With the release of 3.1, WatchTower expands to automatically monitor IP-based products from 1,200 vendors. In addition to databases, servers and network devices -- typical components that are monitored across a network -- WatchTower also keeps tabs on technologies in an extended IT infrastructure including IP-based video surveillance systems, point-of-sale systems; wireless access points; and RFID-based devices and equipment.

"WatchTower can discover, monitor and show if there are any performance/availability problems for anything with an IP address, said Jamie Lerner, Cittio's president and CEO. "There is a lot of expensive equipment outside the data center, and if any of it fails, it could be bad news for the business." Hence, the strategy behind offering a centralized monitoring tool that collects data on all components across an IT infrastructure and a single Web-based view accessible to both IT and the business.

A global command center
For about eight months, David Alexander, a network architect with a large aerospace manufacturing company, has used WatchTower, though he has yet to upgrade to 3.1. "The single-pane-of-glass view is very relevant to us," Alexander said. "From one location, we can look at various performance data and node availability status."

Alexander said that his company has numerous devices and currently uses WatchTower to monitor network devices, terminals and firewall systems. Alexander plans to bring the company's surveillance system online in the near future. "We have 20,000 physical devices, so it will take us some time to monitor everything."
The single-pane-of-glass view is very relevant to us.
David Alexander,
network architect, aearospace manufacturing

But Alexander said that time to implement was a major reason that his company chose to migrate from HP OpenView to WatchTower. "After two years of trying to implement OpenView, we had more data in WatchTower after two months," he said. "WatchTower is also cheaper than OpenView, and the company was much more willing to work with us."

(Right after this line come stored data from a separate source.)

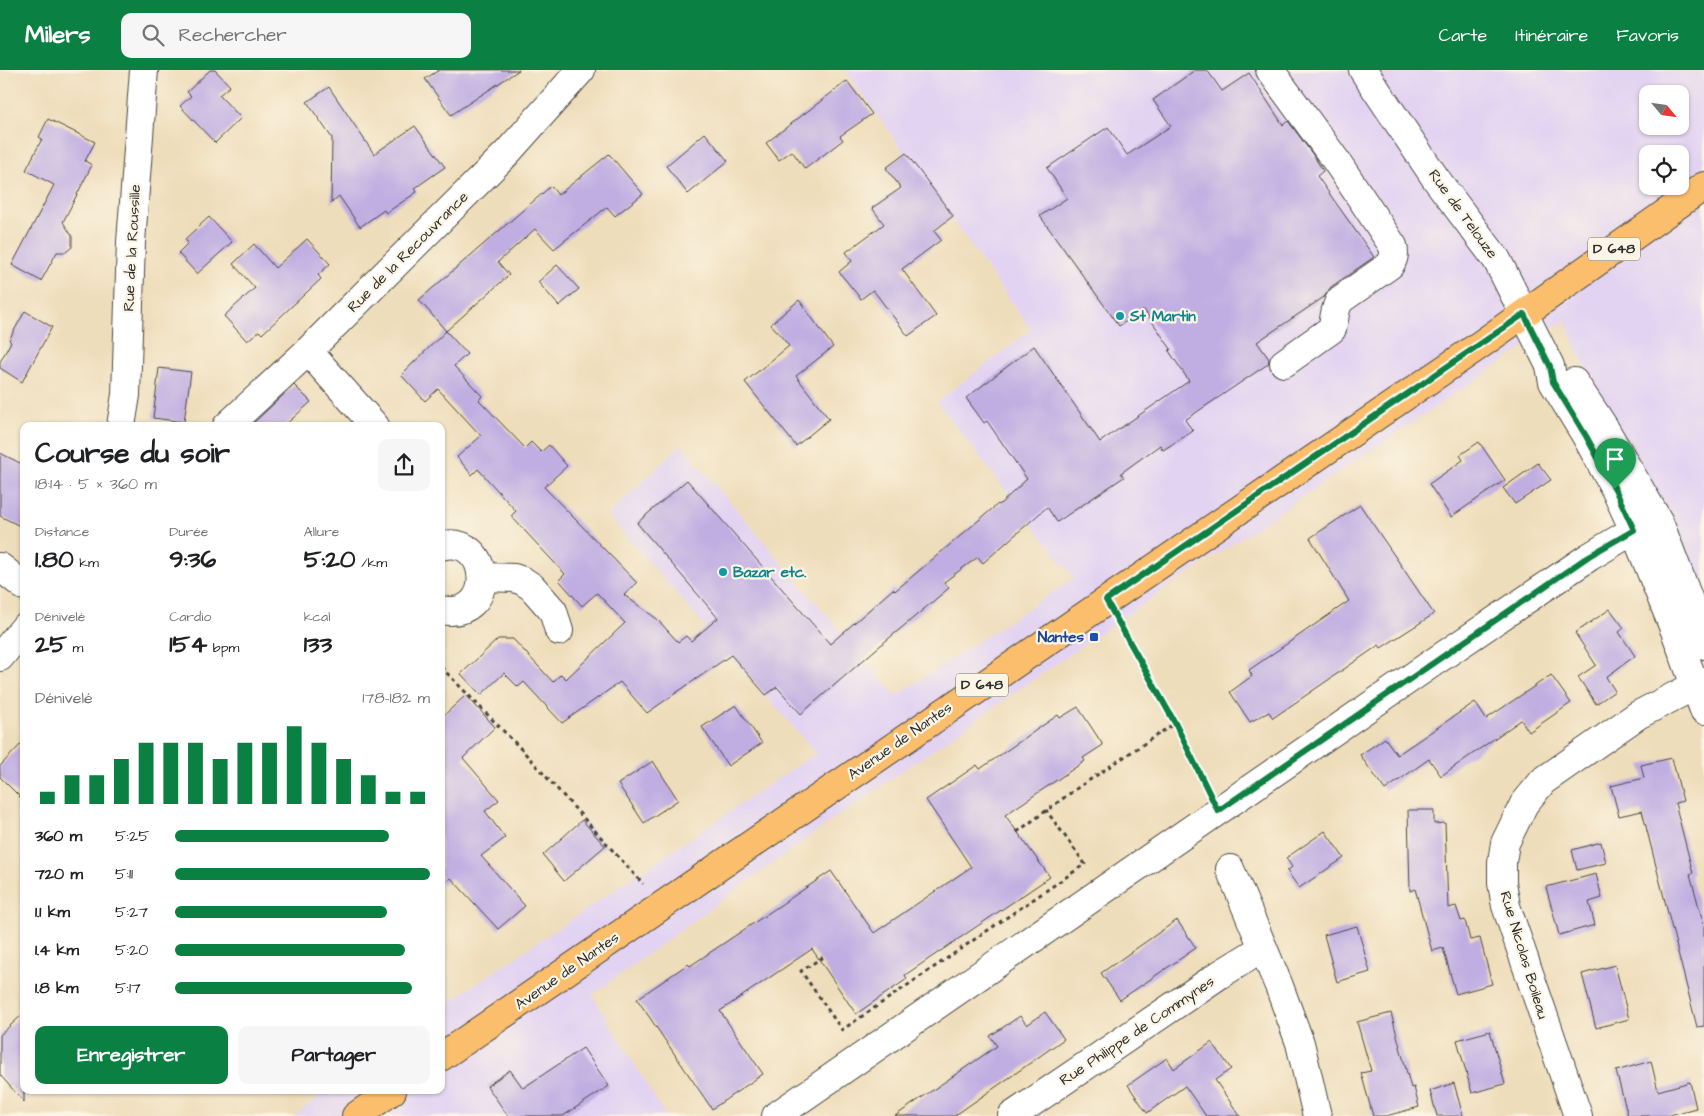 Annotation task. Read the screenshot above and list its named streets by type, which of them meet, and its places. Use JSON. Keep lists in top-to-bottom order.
{
  "streets": {
    "main road": ["D 648", "Avenue de Nantes"],
    "street": [
      "Rue de Telouze",
      "Rue de la Roussille",
      "Rue de la Recouvrance",
      "Rue Nicolas Boileau",
      "Rue Philippe de Commynes"
    ]
  },
  "crossings": [
    ["Rue de Telouze", "Avenue de Nantes"],
    ["Rue de Telouze", "Rue Nicolas Boileau"]
  ],
  "places": {
    "other": ["St Martin", "Bazar etc."],
    "transit": ["Nantes"]
  },
  "north": "bottom right",
  "page": {
    "header": "Milers",
    "search": "Rechercher",
    "nav": ["Carte", "Itinéraire", "Favoris"],
    "heading": ["Course du soir", "18:14 · 5 × 360 m"],
    "stats": [
      ["Distance", "1.80 km"],
      ["Durée", "9:36"],
      ["Allure", "5:20 /km"],
      ["Dénivelé", "25 m"],
      ["Cardio", "154 bpm"],
      ["kcal", "133"]
    ],
    "chart": ["Dénivelé", "178–182 m"],
    "list": [
      {
        "name": "360 m",
        "note": "5:25"
      },
      {
        "name": "720 m",
        "note": "5:11"
      },
      {
        "name": "1.1 km",
        "note": "5:27"
      },
      {
        "name": "1.4 km",
        "note": "5:20"
      },
      {
        "name": "1.8 km",
        "note": "5:17"
      }
    ],
    "buttons": ["Enregistrer", "Partager"]
  }
}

Dennis Drogseth, a senior analyst at advisory firm Enterprise Management Associates, singles out WatchTower's inclusion of surveillance camera monitoring. "There is a slowly evolving trend in the industry to extend IT functionality to support utilities, transport and physical security systems, along, of course, with the green-IT notion of monitoring heating and power usage," he said, adding that "IT systems may take on more of a 'global corporate control center" role over time." As such, monitoring as much of the IT infrastructure as possible will be an important requirement.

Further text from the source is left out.